- **Work required**
While reading through the material below, copy each line that holds the word "pièces".

===

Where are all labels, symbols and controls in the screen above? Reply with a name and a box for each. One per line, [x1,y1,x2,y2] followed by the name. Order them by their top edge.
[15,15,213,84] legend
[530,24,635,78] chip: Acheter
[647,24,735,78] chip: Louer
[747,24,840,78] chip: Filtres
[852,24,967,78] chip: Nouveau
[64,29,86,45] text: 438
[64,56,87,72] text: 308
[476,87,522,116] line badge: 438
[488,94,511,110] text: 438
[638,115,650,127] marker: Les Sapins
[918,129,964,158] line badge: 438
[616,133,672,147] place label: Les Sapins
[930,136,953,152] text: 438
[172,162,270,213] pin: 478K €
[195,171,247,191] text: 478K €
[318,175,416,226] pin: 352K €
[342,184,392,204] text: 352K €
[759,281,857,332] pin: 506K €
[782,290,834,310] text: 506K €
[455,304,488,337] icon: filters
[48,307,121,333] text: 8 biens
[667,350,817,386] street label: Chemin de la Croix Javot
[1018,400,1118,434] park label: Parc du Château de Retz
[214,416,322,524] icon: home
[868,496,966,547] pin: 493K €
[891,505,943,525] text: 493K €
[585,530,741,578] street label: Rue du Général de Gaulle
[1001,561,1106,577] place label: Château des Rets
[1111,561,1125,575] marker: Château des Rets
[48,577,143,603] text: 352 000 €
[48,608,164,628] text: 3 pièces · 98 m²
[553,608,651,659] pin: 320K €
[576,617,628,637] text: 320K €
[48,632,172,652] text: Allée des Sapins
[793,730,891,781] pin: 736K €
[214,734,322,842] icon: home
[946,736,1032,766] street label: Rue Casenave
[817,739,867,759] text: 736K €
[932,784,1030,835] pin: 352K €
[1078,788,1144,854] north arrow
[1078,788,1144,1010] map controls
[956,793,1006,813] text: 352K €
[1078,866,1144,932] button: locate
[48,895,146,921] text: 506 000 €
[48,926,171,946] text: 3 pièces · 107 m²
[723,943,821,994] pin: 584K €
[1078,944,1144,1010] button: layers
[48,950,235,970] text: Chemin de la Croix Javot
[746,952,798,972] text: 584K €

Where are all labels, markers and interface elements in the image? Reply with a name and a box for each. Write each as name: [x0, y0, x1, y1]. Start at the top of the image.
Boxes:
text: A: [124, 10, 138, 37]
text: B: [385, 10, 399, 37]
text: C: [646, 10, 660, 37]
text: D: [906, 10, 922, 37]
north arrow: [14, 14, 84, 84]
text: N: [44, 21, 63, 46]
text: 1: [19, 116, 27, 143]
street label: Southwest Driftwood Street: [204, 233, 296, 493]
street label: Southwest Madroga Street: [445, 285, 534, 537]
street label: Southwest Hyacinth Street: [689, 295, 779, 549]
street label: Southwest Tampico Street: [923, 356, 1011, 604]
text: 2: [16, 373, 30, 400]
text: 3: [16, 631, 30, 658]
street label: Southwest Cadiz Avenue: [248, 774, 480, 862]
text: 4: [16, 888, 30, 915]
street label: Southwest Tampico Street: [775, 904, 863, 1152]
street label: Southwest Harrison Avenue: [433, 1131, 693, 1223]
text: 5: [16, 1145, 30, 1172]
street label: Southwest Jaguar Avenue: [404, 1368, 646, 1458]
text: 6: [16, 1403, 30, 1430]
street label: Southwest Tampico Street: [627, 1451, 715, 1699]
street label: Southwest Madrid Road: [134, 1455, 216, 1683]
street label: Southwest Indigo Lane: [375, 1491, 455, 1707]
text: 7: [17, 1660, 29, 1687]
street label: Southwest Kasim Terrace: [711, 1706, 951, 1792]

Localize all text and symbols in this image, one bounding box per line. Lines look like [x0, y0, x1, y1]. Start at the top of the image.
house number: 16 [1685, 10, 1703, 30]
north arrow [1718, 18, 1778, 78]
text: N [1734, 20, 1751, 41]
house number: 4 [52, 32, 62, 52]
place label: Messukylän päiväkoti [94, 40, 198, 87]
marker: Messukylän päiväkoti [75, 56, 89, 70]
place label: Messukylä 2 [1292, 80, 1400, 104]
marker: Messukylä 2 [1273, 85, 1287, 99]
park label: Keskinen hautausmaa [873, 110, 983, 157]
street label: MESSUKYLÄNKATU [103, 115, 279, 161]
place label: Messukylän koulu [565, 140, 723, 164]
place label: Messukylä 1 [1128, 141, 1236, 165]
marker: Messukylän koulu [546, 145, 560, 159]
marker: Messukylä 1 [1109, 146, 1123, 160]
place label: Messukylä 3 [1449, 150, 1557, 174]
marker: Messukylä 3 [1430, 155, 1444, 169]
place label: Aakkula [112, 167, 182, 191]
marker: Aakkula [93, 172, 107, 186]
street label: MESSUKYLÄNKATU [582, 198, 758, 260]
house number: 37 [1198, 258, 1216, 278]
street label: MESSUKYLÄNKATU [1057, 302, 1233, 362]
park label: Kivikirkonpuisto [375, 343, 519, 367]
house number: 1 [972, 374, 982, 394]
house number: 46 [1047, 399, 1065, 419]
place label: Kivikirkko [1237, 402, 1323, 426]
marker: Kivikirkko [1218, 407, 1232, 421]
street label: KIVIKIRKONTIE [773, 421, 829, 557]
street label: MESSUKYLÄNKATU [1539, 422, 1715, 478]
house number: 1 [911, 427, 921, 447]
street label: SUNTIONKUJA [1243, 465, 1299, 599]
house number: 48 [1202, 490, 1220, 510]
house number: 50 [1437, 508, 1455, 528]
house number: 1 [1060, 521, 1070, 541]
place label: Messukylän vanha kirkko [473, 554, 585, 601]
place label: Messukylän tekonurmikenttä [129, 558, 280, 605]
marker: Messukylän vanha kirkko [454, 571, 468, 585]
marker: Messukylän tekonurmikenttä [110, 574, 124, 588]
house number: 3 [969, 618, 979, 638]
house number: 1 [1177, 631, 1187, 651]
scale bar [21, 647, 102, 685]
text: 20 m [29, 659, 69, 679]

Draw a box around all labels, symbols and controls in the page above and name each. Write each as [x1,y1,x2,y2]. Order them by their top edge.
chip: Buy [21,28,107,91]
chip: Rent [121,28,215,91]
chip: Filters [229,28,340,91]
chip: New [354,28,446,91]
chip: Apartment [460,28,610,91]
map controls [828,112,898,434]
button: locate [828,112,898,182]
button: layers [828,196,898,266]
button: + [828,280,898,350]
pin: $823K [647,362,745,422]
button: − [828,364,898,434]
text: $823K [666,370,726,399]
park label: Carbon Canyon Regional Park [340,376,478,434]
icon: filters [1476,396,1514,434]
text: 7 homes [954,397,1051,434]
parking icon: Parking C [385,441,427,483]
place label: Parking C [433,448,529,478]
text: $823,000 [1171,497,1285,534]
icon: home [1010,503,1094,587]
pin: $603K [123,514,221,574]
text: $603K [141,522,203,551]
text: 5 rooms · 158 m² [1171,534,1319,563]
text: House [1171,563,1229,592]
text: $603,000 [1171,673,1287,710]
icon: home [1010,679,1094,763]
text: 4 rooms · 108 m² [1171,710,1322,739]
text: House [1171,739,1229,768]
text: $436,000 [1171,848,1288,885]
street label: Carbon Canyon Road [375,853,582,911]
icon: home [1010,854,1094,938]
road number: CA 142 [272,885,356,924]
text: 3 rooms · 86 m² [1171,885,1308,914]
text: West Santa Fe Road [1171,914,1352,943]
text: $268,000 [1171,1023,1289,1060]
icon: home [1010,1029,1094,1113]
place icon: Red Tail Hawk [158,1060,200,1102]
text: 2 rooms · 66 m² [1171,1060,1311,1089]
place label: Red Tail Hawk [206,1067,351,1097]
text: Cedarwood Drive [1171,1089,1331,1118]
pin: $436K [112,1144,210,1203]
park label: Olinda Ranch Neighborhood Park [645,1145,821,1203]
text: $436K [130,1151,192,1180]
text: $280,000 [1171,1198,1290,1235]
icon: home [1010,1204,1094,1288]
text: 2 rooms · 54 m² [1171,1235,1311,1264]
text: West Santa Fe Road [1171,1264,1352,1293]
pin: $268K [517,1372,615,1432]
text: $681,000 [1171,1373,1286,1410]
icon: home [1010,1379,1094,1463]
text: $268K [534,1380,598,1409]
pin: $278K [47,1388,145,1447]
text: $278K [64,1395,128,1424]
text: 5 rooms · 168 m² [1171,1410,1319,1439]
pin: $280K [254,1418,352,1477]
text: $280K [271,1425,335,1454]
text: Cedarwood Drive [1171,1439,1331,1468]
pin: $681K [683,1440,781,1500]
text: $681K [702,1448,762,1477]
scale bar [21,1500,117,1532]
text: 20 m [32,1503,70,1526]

===

- **Written solution**
[48,608,164,628] text: 3 pièces · 98 m²
[48,926,171,946] text: 3 pièces · 107 m²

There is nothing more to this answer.